THE TEMPLO MAYOR MUSEUM – MEXICO CITY
Templo Mayor and its ceremonial center was the greatest architectural structure in the city of Tenochtitlan, capital of the Aztec Empire, located on the original islet of its foundation. It was a double temple, a pyramid with two stairways and an annex esplanade on each frontal corner of its base. On its top are the temples dedicated to Tlaloc, god of rain (north) and Huitzilopochtli, goddess of war (south). It is currently an archeological site and a museum dedicated to Mexico’s Prehispanic heritage.

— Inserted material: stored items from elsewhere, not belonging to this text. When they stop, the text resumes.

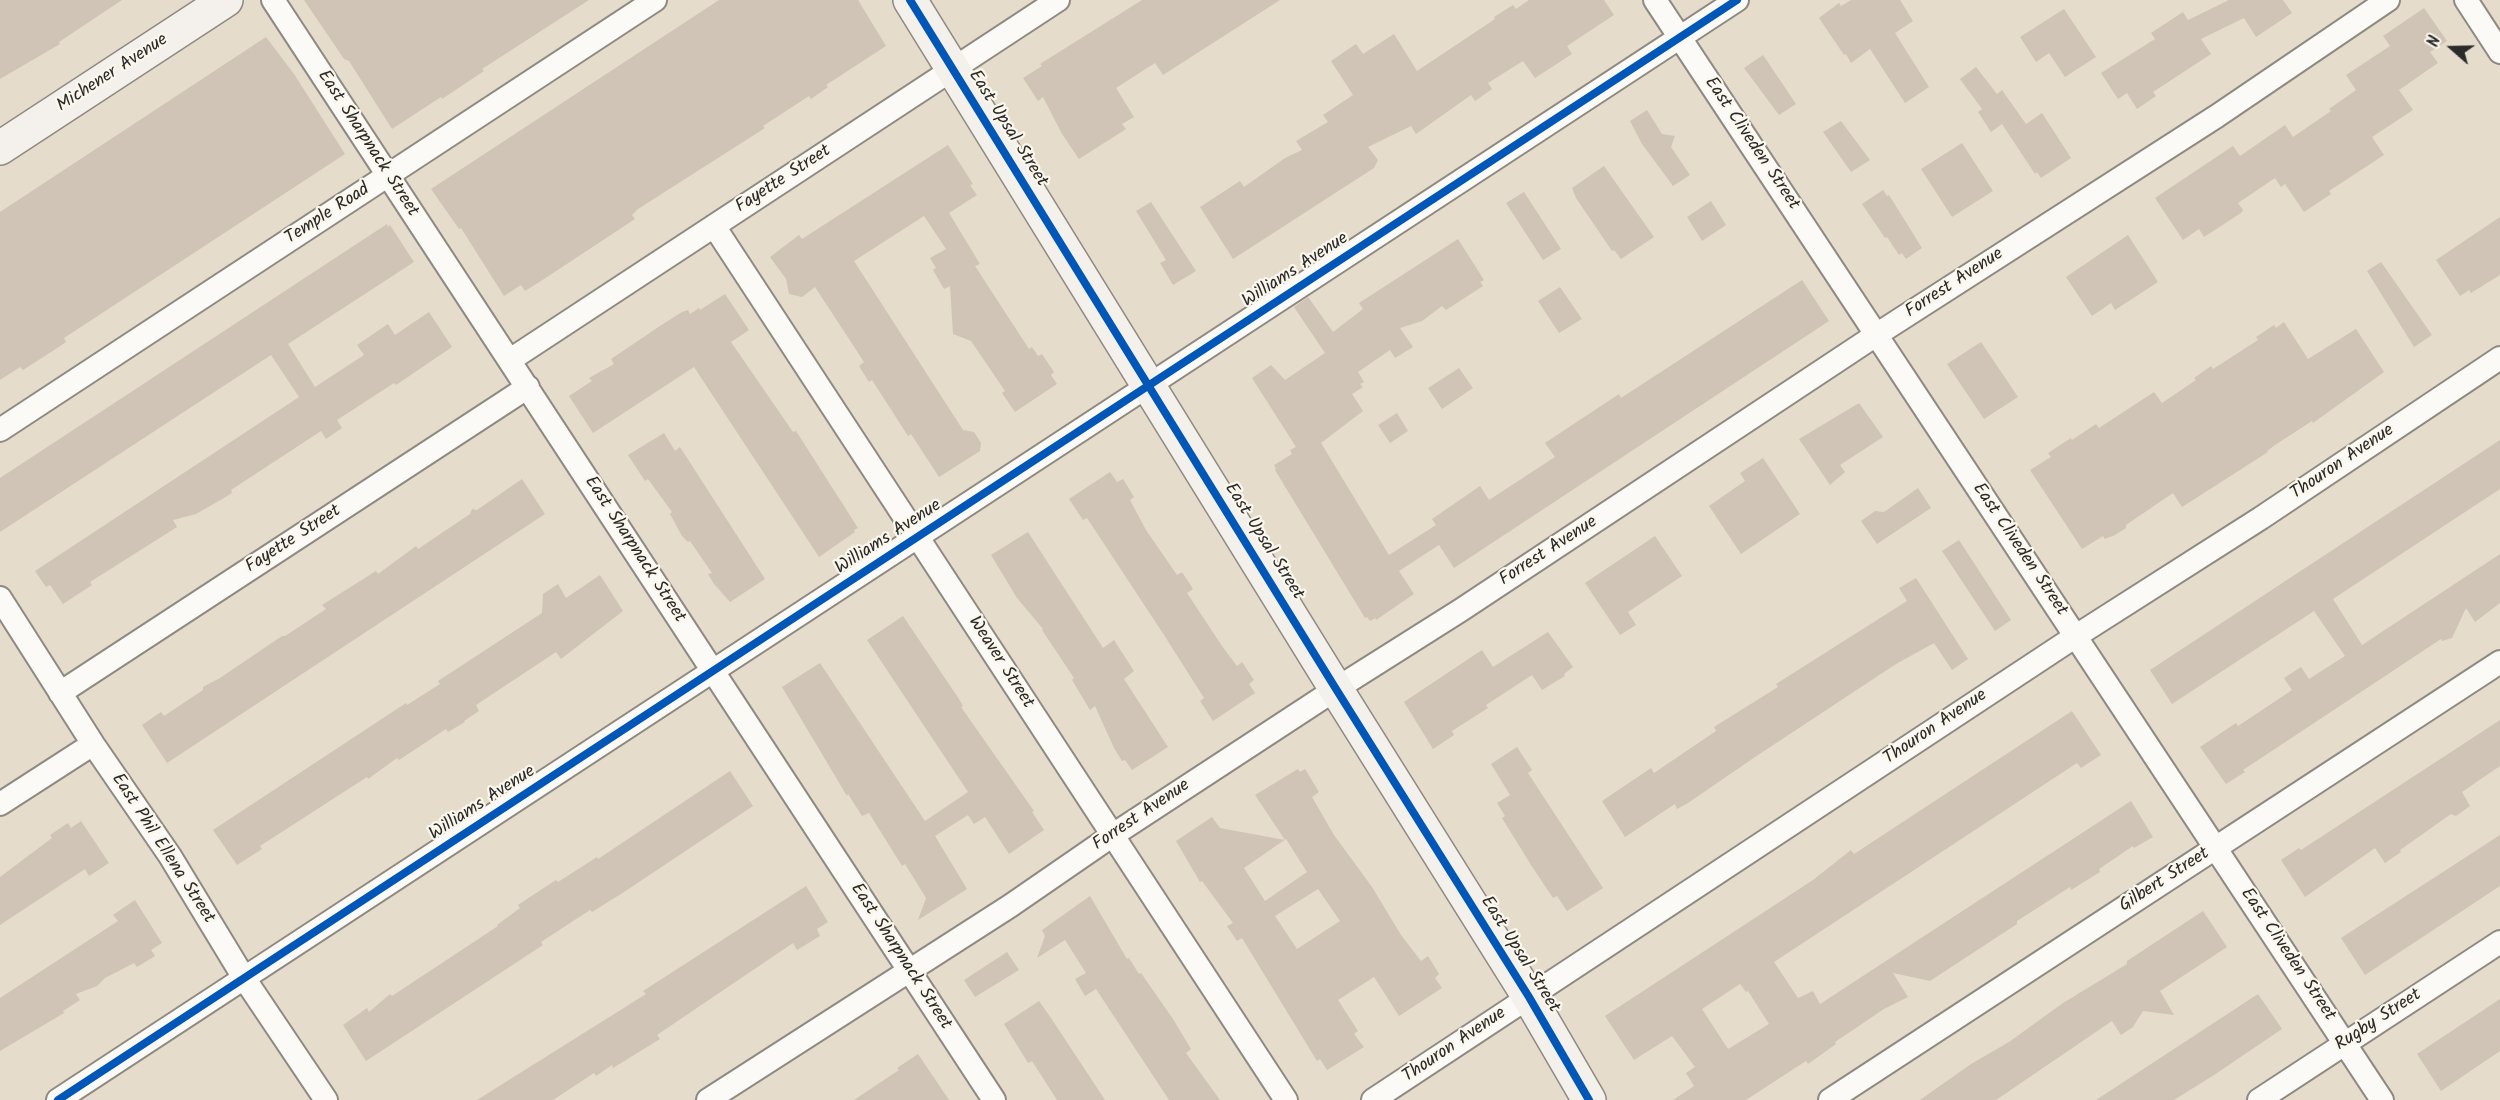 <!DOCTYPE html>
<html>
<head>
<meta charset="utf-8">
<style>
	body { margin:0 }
	#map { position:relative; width:2500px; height:1100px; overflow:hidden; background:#e6dccb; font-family:Kalam,sans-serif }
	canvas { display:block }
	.north { position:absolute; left:2422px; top:18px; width:60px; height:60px; -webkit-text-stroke:4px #fbf7ec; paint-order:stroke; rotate:290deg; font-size:16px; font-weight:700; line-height:24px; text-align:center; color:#2b2b2b }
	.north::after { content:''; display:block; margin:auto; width:21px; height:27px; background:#2b2b2b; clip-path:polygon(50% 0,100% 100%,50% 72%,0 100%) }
</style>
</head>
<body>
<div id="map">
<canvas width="2500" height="1100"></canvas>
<div class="north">N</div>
</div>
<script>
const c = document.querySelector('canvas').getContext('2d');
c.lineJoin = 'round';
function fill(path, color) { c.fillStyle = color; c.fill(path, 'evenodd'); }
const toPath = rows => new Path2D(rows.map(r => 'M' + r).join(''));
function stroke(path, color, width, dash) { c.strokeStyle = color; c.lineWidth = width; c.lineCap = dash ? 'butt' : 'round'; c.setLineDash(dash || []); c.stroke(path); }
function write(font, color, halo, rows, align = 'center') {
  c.font = font + ' Kalam,sans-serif'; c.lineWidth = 4.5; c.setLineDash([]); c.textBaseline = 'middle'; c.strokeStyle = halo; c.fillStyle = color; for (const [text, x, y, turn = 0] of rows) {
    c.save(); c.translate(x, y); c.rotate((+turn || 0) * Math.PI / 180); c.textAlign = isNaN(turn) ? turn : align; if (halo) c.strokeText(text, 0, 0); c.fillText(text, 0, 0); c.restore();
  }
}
fill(toPath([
	[0,0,122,0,59,42,60,44,0,79],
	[304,0,589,0,482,69,484,71,442,99,441,97,392,129,349,61,344,59],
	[719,0,858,0,886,46,826,85,828,87,811,99,809,96,763,126,765,128,638,209,632,215,635,219,544,279,525,291,521,285,504,296,461,228,459,229,431,189],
	[1142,0,1280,0,1163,75,1155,63,1116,88,1134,117,1122,124,1126,129,1079,159,1062,134,1043,97,1038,101,1023,78,1042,66,1040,64],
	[1529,0,1604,0,1614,15,1567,46,1572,54,1535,78,1523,61,1488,83,1492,89,1475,101,1471,95,1416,134,1411,126,1368,147,1378,160,1374,168,1233,259,1200,207,1240,181,1244,187,1285,158,1302,150,1296,141,1328,122,1323,115,1353,95,1331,61,1356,44,1363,54,1394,34,1417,71,1495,19,1494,17,1513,5,1516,9],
	[1851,0,1900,0,1913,21,1895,33,1929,87,1905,103,1870,49,1851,63,1846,54,1844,55,1819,18,1839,3,1841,6],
	[2229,0,2283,0,2292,13,2256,37,2244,18,2201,39,2211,54,2153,92,2156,96,2137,109,2127,93,2118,99,2101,73,2155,39,2151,33,2183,12,2188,20],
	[2424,8,2447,41,2430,52,2438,63,2399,90,2413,110,2372,137,2384,155,2329,191,2331,194,2304,212,2285,184,2281,187,2275,178,2238,203,2243,210,2241,213,2204,237,2199,229,2183,240,2155,198,2233,146,2240,156,2285,125,2293,137,2331,111,2329,109,2356,90,2346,75,2390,46,2383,36],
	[2064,9,2096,57,2065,77,2049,53,2036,62,2020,37],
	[266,37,294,74,345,154,64,338,66,342,51,352,23,370,20,367,0,380,0,212],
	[1763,55,1796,104,1779,115,1744,68],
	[1976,67,1997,94,2002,90,2026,124,2042,113,2071,158,2041,178,2037,172,2035,174,2002,124,1991,132,1978,112,1982,109,1960,79],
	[1647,110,1662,134,1675,136,1671,147,1690,175,1673,186,1642,144,1630,121],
	[1841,121,1870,160,1851,172,1823,132],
	[1962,143,1993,191,1952,217,1921,169],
	[948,145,973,184,970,185,977,195,949,213,980,264,975,266,1029,349,1032,347,1038,356,1042,354,1054,372,1051,375,1057,384,1015,412,1002,393,1005,391,971,341,953,334,950,286,944,289,933,270,936,268,930,258,946,249,924,216,854,261,963,430,974,432,981,443,980,451,939,477,911,434,908,436,872,380,869,382,859,366,864,362,815,287,802,297,789,294,786,279,770,257,799,235,802,239],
	[1604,166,1654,237,1621,259,1614,250,1612,251,1576,198,1572,188],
	[1883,190,1887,196,1889,195,1922,248,1906,259,1902,253,1899,255,1887,237,1885,238,1862,204],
	[1524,192,1561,249,1543,260,1506,203],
	[1711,201,1726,225,1702,241,1687,217],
	[1151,202,1196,271,1173,285,1160,263,1166,260,1136,211],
	[2500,217,2500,275,2471,293,2469,290,2460,296,2436,260],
	[387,224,388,227,390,225,414,262,288,344,315,387,364,355,357,345,388,324,395,335,429,312,452,347,396,385,394,383,337,420,342,428,326,439,321,431,231,490,232,493,224,498,196,514,173,520,177,527,90,582,92,585,63,604,50,585,46,587,35,571,299,397,271,355,0,532,0,478],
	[2128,235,2158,282,2115,310,2111,303,2092,316,2066,277],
	[1458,239,1484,280,1480,282,1483,286,1446,310,1442,306,1422,321,1400,328,1413,347,1395,358,1390,350,1358,372,1364,382,1360,384,1363,387,1352,394,1363,411,1321,443,1389,555,1436,525,1432,519,1480,486,1489,500,1555,457,1545,443,1619,394,1621,398,1802,280,1829,321,1454,568,1439,545,1399,571,1414,594,1376,620,1375,618,1370,621,1367,617,1365,618,1275,470,1276,469,1274,465,1292,454,1290,450,1296,447,1252,378,1271,365,1285,380,1325,353,1294,307,1308,297,1333,332,1363,309,1359,303],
	[2381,262,2432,335,2414,347,2367,271],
	[1560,287,1582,319,1559,333,1538,301],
	[725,294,749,330,731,342,793,432,796,431,858,528,854,530,855,532,819,557,694,367,593,433,569,396,592,381,589,378,614,364,611,359,660,326,682,312,688,310,690,314,699,308,700,310],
	[2284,322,2308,359,2356,329,2384,372,2313,423,2312,421,2275,445,2267,451,2268,452,2182,507,2173,493,2126,525,2126,528,2115,535,2105,539,2103,536,2082,549,2030,470,2051,457,2048,453,2071,438,2072,440,2096,424,2099,428,2154,392,2162,403,2196,380,2194,378,2211,366,2213,369,2258,340,2256,337,2274,325,2276,328],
	[1981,342,2018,397,1984,419,1947,364],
	[1459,368,1473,388,1442,409,1428,388],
	[1859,403,1883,437,1840,465,1845,472,1830,485,1799,439],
	[1397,413,1408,431,1390,443,1378,425],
	[664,433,675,451,680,447,765,579,730,602,714,584,708,574,712,573,690,541,688,542,682,536,670,514,672,512,648,479,645,481,628,455],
	[2500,440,2500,489,2333,599,2362,645,2500,554,2500,603,2475,622,2466,608,2452,638,2442,641,2441,639,2243,770,2245,772,2226,784,2200,747,2236,723,2238,726,2292,690,2284,678,2301,667,2309,679,2345,656,2314,611,2172,704,2150,670],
	[1763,458,1800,514,1741,554,1709,506,1745,481,1740,473],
	[1110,472,1117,482,1123,479,1134,497,1130,500,1146,530,1177,575,1182,572,1188,581,1193,589,1187,593,1222,646,1237,666,1242,662,1254,680,1249,684,1255,693,1213,721,1200,701,1204,698,1164,635,1087,518,1083,520,1069,499],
	[522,479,545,514,167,763,142,725,161,712,164,716,203,690,203,687,220,678,282,636,285,636,326,609,322,605,376,571,378,574,416,546,418,549,470,514,472,509,477,510],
	[1918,488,1931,508,1877,544,1861,521,1875,511,1884,512],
	[1028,532,1103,648,1114,640,1134,671,1124,679,1168,747,1132,770,1125,760,1122,761,1114,748,1095,706,1090,710,1072,680,1074,678,1042,630,1043,629,1017,598,991,555],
	[1655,536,1682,576,1628,612,1636,625,1620,635,1585,583],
	[1959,540,2011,620,1995,631,1942,551],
	[600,575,623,611,561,659,556,652,476,705,479,711,464,721,465,722,448,732,446,729,399,760,397,758,368,779,367,777,260,846,262,849,237,865,213,830,406,703,407,705,440,684,438,681,542,613,543,594,558,584,566,598],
	[1916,578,1968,659,1952,670,1934,643,1896,664,1755,757,1688,803,1677,809,1675,804,1625,837,1602,801,1651,768,1654,773,1716,731,1714,727,1778,687,1776,684,1907,601,1899,588],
	[903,616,959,699,963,706,961,707,1034,811,1032,812,1044,830,1009,854,985,817,974,824,968,815,935,836,967,889,918,920,926,898,905,864,902,866,869,813,862,816,848,794,847,796,782,687,820,663,925,821,968,792,867,640],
	[1548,632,1573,667,1564,674,1565,676,1542,690,1532,675,1486,705,1488,708,1452,731,1454,735,1433,749,1404,702,1482,650,1493,667],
	[2072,711,2101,755,2081,768,2077,763,1774,962,1798,998,1813,991,1820,1004,2131,801,2153,837,2134,848,2133,846,2099,869,2100,872,2071,890,2070,887,2017,921,2017,924,1930,981,1893,973,1908,997,1884,1009,1835,1042,1836,1044,1808,1064,1806,1061,1746,1100,1673,1100,1694,1086,1686,1073,1695,1067,1672,1036,1634,1060,1605,1016,1813,880,1851,850,1854,854],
	[1740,984,1746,992,1748,991,1769,1024,1728,1049,1702,1009],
	[2500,720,2500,766,2462,792,2470,806,2456,816,2451,814,2400,850,2401,852,2385,863,2375,848,2305,897,2281,860,2299,848,2301,850],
	[1517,747,1532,770,1528,773,1603,888,1567,911,1557,896,1553,898,1531,865,1502,818,1505,816,1497,803,1510,795,1491,764],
	[1298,769,1300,772,1305,769,1319,792,1312,797,1334,835,1372,887,1401,935,1421,961,1428,956,1439,974,1435,978,1442,988,1399,1016,1374,977,1338,1000,1358,1031,1354,1034,1364,1047,1327,1070,1320,1059,1317,1061,1242,938,1237,941,1227,926,1233,923,1202,881,1200,882,1176,841,1212,817,1220,828,1285,840,1255,795],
	[1286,839,1307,872,1265,901,1244,868],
	[1318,889,1340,921,1297,949,1275,916],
	[730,771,753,806,624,892,592,912,590,910,541,942,543,945,366,1061,343,1025,367,1008,369,1012,390,994,392,996,498,926,497,925,520,908,518,905,533,895,556,880,558,882,597,857,598,859],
	[81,821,109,863,89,876,85,869,0,925,0,877,52,838,50,835,68,823,71,828],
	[2500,835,2500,886,2365,975,2341,938],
	[806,886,828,922,817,929,820,936,797,950,793,943,657,1035,660,1039,613,1068,612,1065,596,1076,594,1073,553,1100,477,1100,646,994,643,991],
	[1090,896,1127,959,1129,958,1139,974,1141,973,1173,1019,1191,1049,1186,1053,1220,1100,1169,1100,1096,989,1085,996,1075,979,1086,973,1065,940,1037,958,1045,936,1042,930],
	[135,900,162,943,151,950,155,956,137,967,134,963,105,978,97,986,76,994,80,1000,63,1011,64,1013,0,1051,0,998,118,921,113,915],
	[2203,911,2227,947,2160,991,2174,1015,2143,1011,2133,1027,2121,1035,2112,1021,1996,1100,1920,1100,1971,1064,2009,1042,2063,1003,2127,964,2127,961],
	[1007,952,1019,970,975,997,964,980],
	[2258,994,2282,1029,2214,1075,2174,1100,2096,1100],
	[2500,999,2500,1051,2441,1091,2417,1054],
	[1039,1001,1051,1018,1105,1100,1057,1100,1032,1061,1028,1063,1004,1024],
	[918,1054,949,1100,854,1100,899,1070,897,1068]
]), '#cfc4b6');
const street = toPath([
	[273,0,994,1100],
	[1655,0,2382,1100],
	[2466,0,2500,52],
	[714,226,1286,1100],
	[510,360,1058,0],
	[0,430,655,0],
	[0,598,93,744,170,856,244,978,326,1100],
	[60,693,528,387],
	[0,804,93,744],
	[58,1100,1737,0],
	[708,1100,1010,906,1113,835,1336,689,1461,610,1876,335,2217,116,2388,0],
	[1373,1100,2076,636,2261,518,2500,358],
	[1830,1100,2500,662],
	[2259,1100,2500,942]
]);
const secondary = toPath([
	[910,0,1336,689,1529,997,1589,1100],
	[0,148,226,0]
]);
stroke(street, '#8e8981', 26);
stroke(secondary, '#8e8981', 36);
stroke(street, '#fbfaf7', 22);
stroke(secondary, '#f4f1ec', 33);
stroke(toPath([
	[910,0,1336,689,1529,997,1589,1100],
	[58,1100,1737,0]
]), '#0057b8', 8);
write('18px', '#2b2b2b', '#fbf7ec', [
	["Michener Avenue",113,74,-33],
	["East Upsal Street",1007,129,58],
	["East Sharpnack Street",367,144,57],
	["East Cliveden Street",1751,144,56],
	["Fayette Street",784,180,-33],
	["Temple Road",328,215,-33],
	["Williams Avenue",1296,271,-33],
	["Forrest Avenue",1955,284,-33],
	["Thouron Avenue",2343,463,-34],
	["Williams Avenue",889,538,-33],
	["Fayette Street",294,540,-33],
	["East Upsal Street",1263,542,58],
	["East Sharpnack Street",634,550,57],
	["East Cliveden Street",2019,550,56],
	["Forrest Avenue",1549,552,-33],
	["Weaver Street",1000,663,57],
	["Thouron Avenue",1936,728,-34],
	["Williams Avenue",483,804,-33],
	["Forrest Avenue",1142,816,-34],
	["East Phil Ellena Street",162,849,57],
	["Gilbert Street",2165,881,-33],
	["East Upsal Street",1519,955,58],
	["East Cliveden Street",2287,955,56],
	["East Sharpnack Street",900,957,57],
	["Rugby Street",2379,1021,-33],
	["Thouron Avenue",1455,1046,-34]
]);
</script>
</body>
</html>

This museum exhibits the more than 7,000 objects found in archaeological excavations of the Coyolxauhqui monolith that took place between 1978 and 1982 on the site of what was once the Main Temple of Mexica peoples. The museum recreates the duality of life and death, water and war, agriculture and tribute, symbols of Tlaloc and Huitzilopachtil, deities to whom the Main Temple of Tenochititlan was dedicated. The collection shows the political, military and aesthetic relevance of the city that dominated Mesoamerica before the Spaniards arrived. The Coyolxauhqui monolith discovery in 1978, enabled the archaeologists to find the exact place where the pyramid stood, since the Huitzilopochtli myth tells that he threw his sister down from Coatepec mountain.